Isn't there any way to stop rsync --link-dest from doing this? That is, create the folder only if anything changes, otherwise do nothing. Seems like a pretty basic case scenario so I would have thought there is an easy way to do this with a parameter, but I can't find the answer anywhere.

rsync -azP --delete --stats --update --log-file=/var/log/rsync/apacheconfdate +%F_%T.log -e "ssh -i /home/user/.ssh/id_rsa" /etc/apache2/sites-available --link-dest=/mnt/backup/apache2/apache user@xxx.xxx.xxx:/mnt/backup/apache2/apachedate +%F_%T.log


Regarding --update, the rsync man page is very clear:

-u, --update: skip files that are newer on the receiver. This forces rsync to skip any files which exist on the destination and have a modified time that is newer than the source file. (If an existing destination file has a modification time equal to the source file's, it will be updated if the sizes are different.)

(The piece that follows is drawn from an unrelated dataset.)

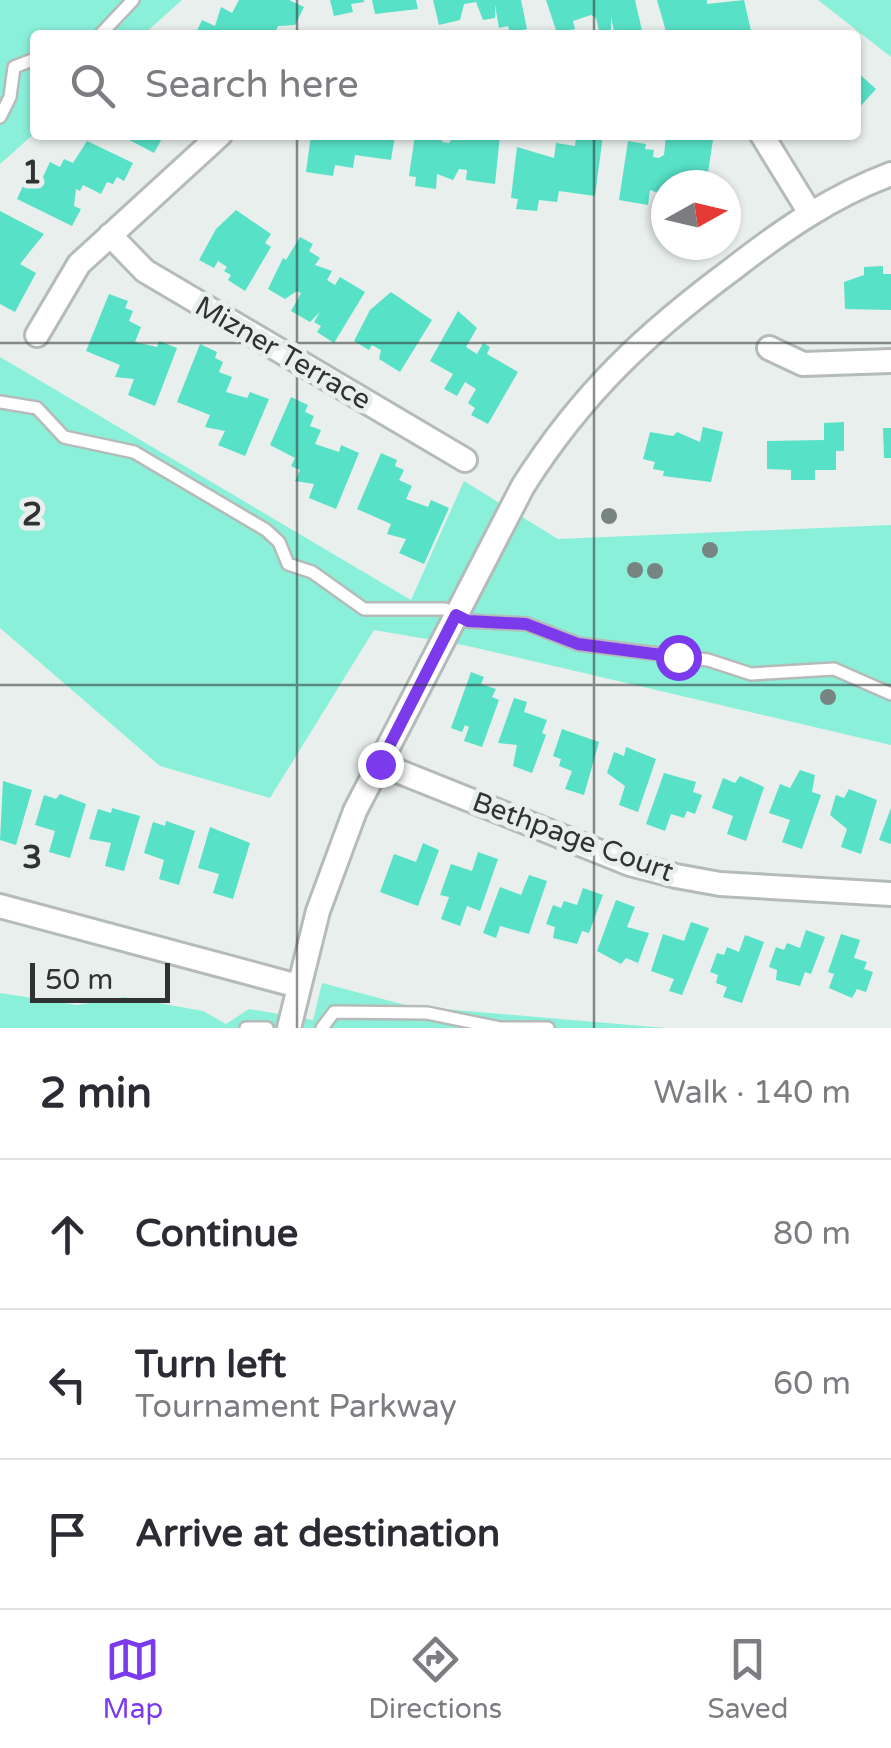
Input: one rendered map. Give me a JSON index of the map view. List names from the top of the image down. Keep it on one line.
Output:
{"streets":{"street":["Mizner Terrace","Bethpage Court"]},"scale_bar":"50 m","north":"right","page":{"search":"Search here","scale":"50 m","heading":["2 min","Walk · 140 m"],"list":[["Continue","80 m"],["Turn left","Tournament Parkway","60 m"],"Arrive at destination"],"nav":["Map","Directions","Saved"]},"grid":{"rows":["1","2","3"]}}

Without this option, an old file on src can overwrite a newer file on dst. Using this option, you are sure that newer files are never overwritten by older version.

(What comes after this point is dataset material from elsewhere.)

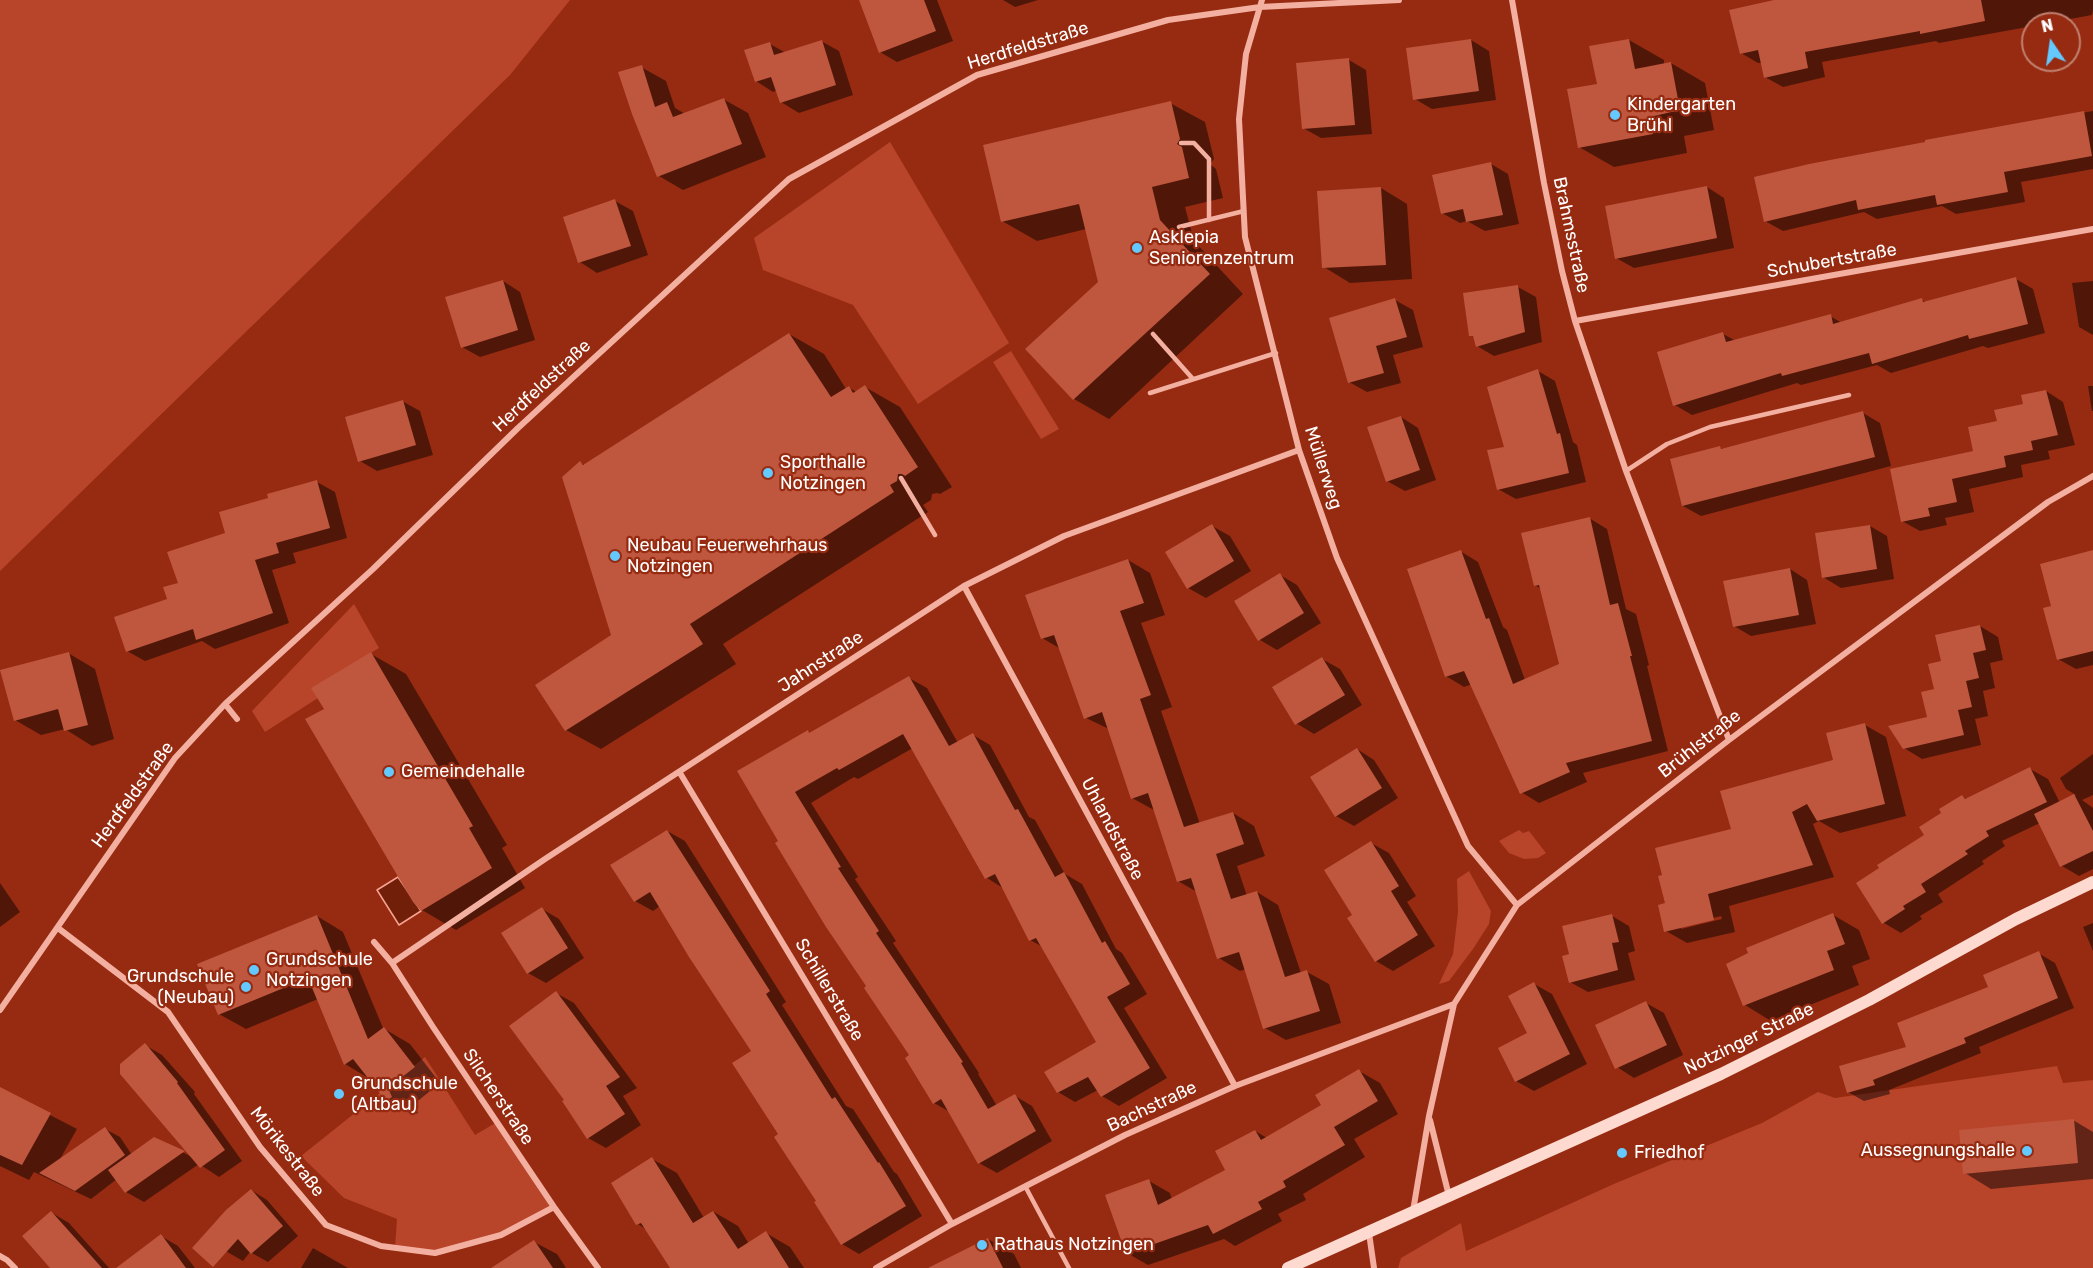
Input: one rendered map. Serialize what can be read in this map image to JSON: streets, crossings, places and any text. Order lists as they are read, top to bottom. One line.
{"streets":{"street":["Herdfeldstraße","Brahmsstraße","Schubertstraße","Müllerweg","Jahnstraße","Brühlstraße","Uhlandstraße","Schillerstraße","Notzinger Straße","Silcherstraße","Bachstraße","Mörikestraße"]},"crossings":[["Herdfeldstraße","Müllerweg"],["Herdfeldstraße","Mörikestraße"],["Brahmsstraße","Schubertstraße"],["Brahmsstraße","Brühlstraße"],["Müllerweg","Jahnstraße"],["Müllerweg","Brühlstraße"],["Jahnstraße","Uhlandstraße"],["Jahnstraße","Schillerstraße"],["Jahnstraße","Silcherstraße"],["Brühlstraße","Notzinger Straße"],["Brühlstraße","Bachstraße"],["Uhlandstraße","Bachstraße"],["Schillerstraße","Bachstraße"],["Silcherstraße","Mörikestraße"]],"places":["Kindergarten Brühl","Asklepia Seniorenzentrum","Sporthalle Notzingen","Neubau Feuerwehrhaus Notzingen","Gemeindehalle","Grundschule Notzingen","Grundschule (Neubau)","Grundschule (Altbau)","Aussegnungshalle","Friedhof","Rathaus Notzingen"],"north":"top"}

For your second problem, simply avoid using --link-desk. The entire point of this option is to have a complete directory/file tree without have to pay the space of a true, full copy. If you don't want a complete tree each time, but you only want to see the changed files/dirs, avoid using --link-desk

Moreover, for added efficiency in the file transfer process, you may use --compare-dest:

--compare-dest=DIR This option instructs rsync to use DIR on the destination machine as an additional hierarchy to compare destination files against doing transfers (if the files are missing in the destination directory). If a file is found in DIR that is identical to the sender's file, the file will NOT be transferred to the destination directory. This is useful for creating a sparse backup of just files that have changed from an earlier backup.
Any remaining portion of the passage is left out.